(Saved data entries)
--- START ---
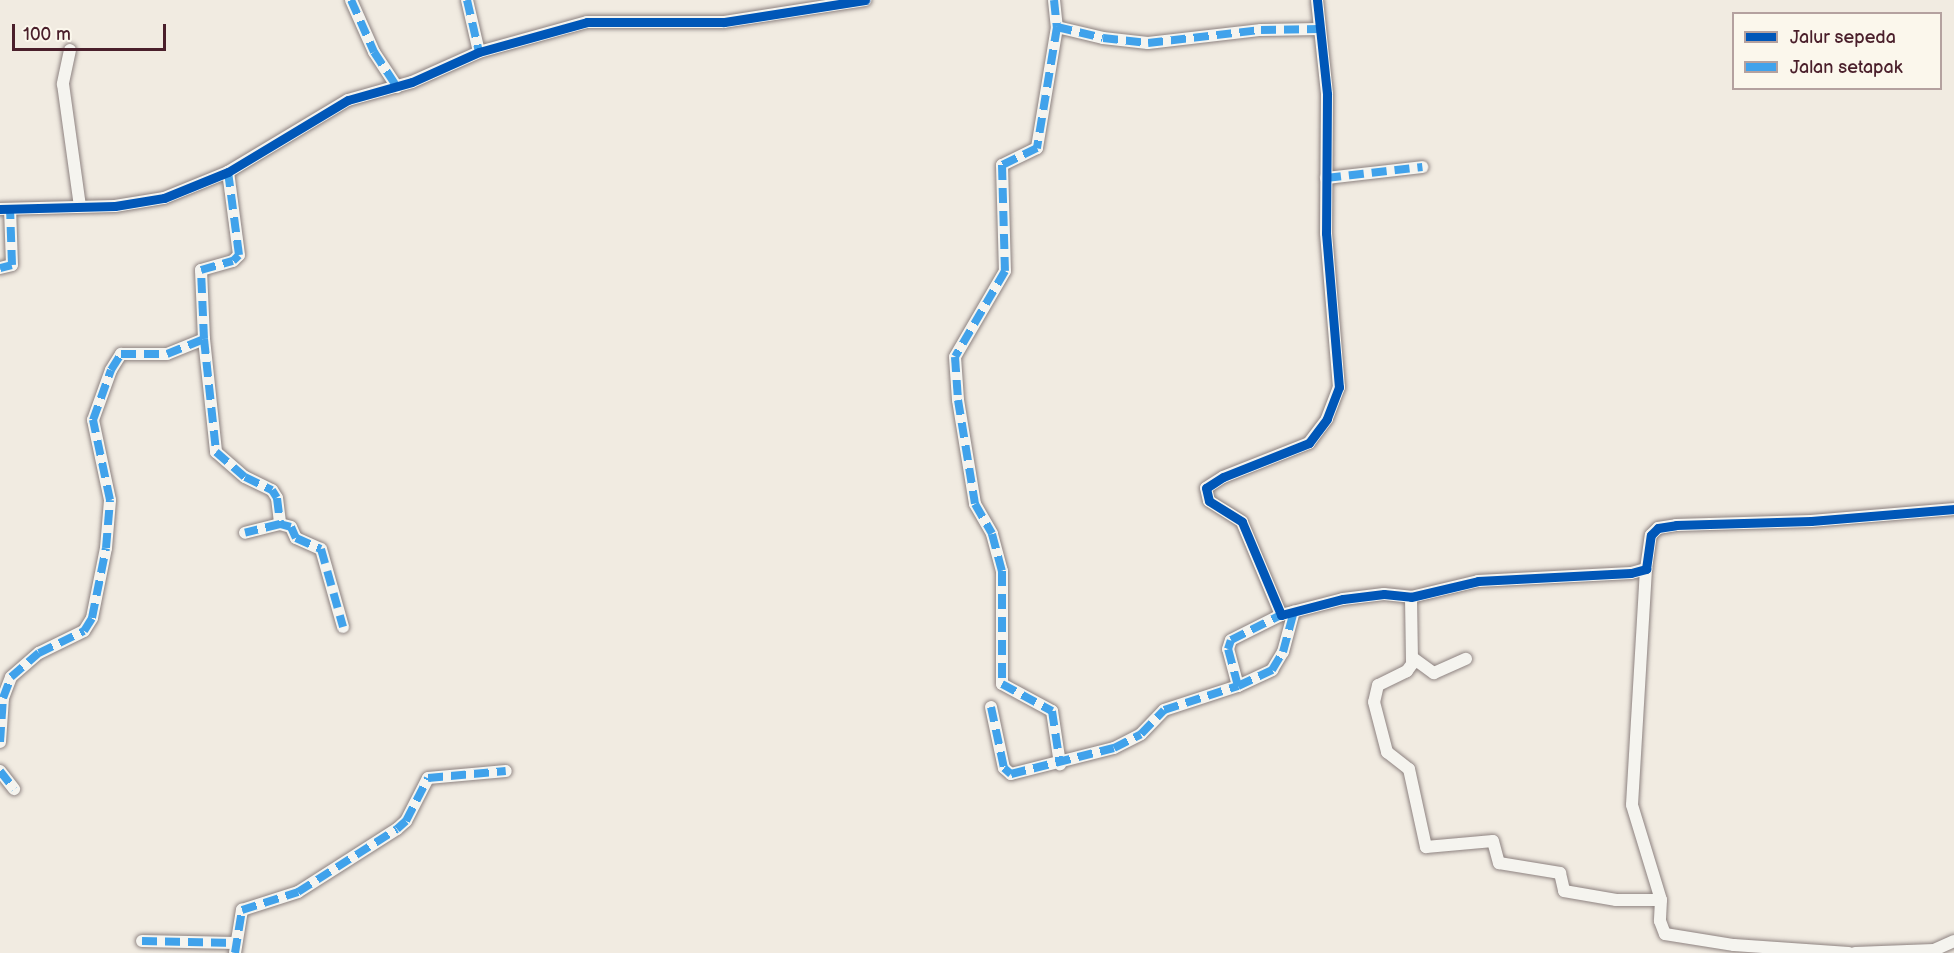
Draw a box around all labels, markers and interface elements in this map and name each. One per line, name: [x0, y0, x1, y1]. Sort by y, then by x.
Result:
scale bar: [15, 12, 170, 50]
legend: [1732, 12, 1942, 90]
text: 100 m: [23, 24, 71, 45]
text: Jalur sepeda: [1790, 27, 1896, 48]
text: Jalan setapak: [1790, 57, 1903, 78]

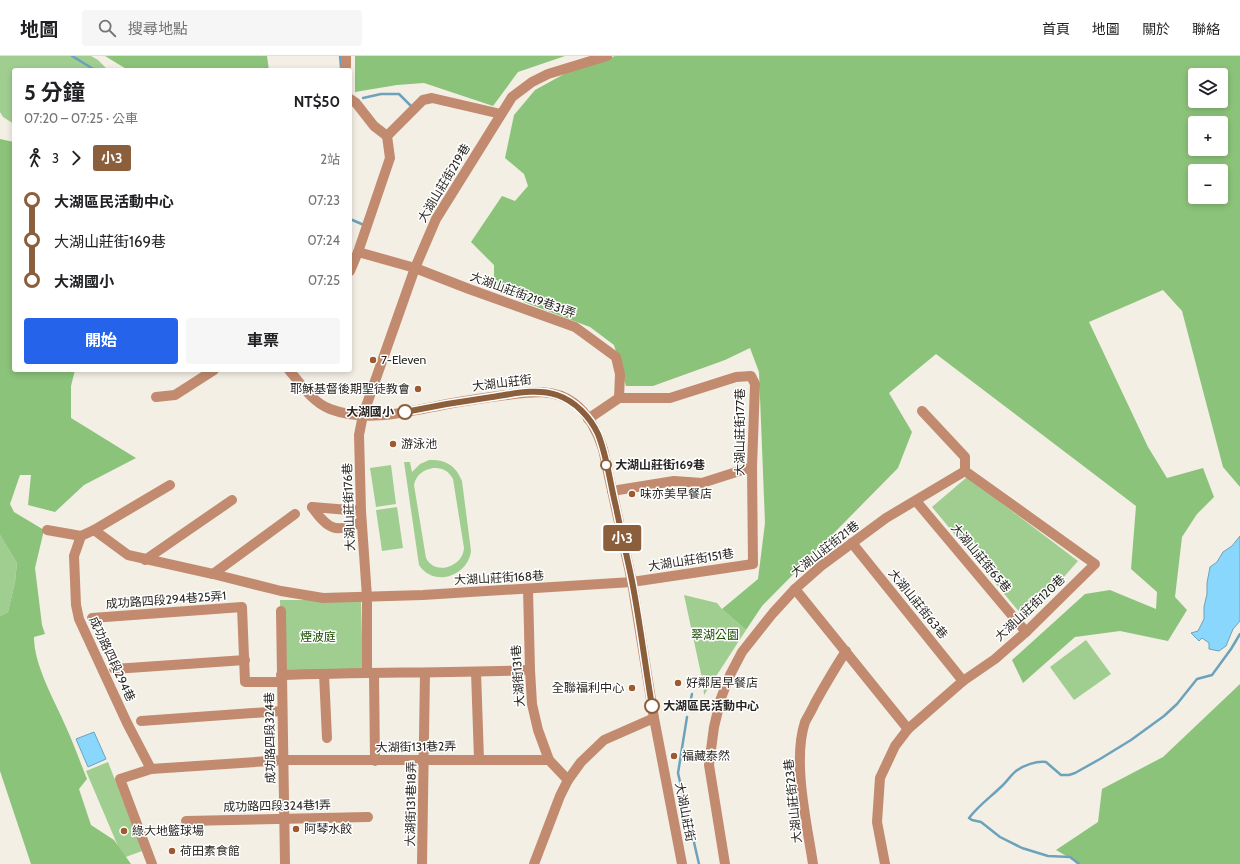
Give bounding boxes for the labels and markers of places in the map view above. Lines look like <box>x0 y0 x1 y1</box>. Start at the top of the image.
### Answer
--- END ---
Your task: Reproduce every line above as written, skipping pictures.

Expected answer:
Draw a box around all labels, markers and interface elements in this map and name each. One per line, name: [x0, y0, x1, y1]. Sort by y, then by x.
Result:
scale bar: [15, 12, 170, 50]
legend: [1732, 12, 1942, 90]
text: 100 m: [23, 24, 71, 45]
text: Jalur sepeda: [1790, 27, 1896, 48]
text: Jalan setapak: [1790, 57, 1903, 78]

Give bounding boxes for the labels and markers of places in the map view above. Lines look like <box>x0 y0 x1 y1</box>. Start at the top of the image.
### Answer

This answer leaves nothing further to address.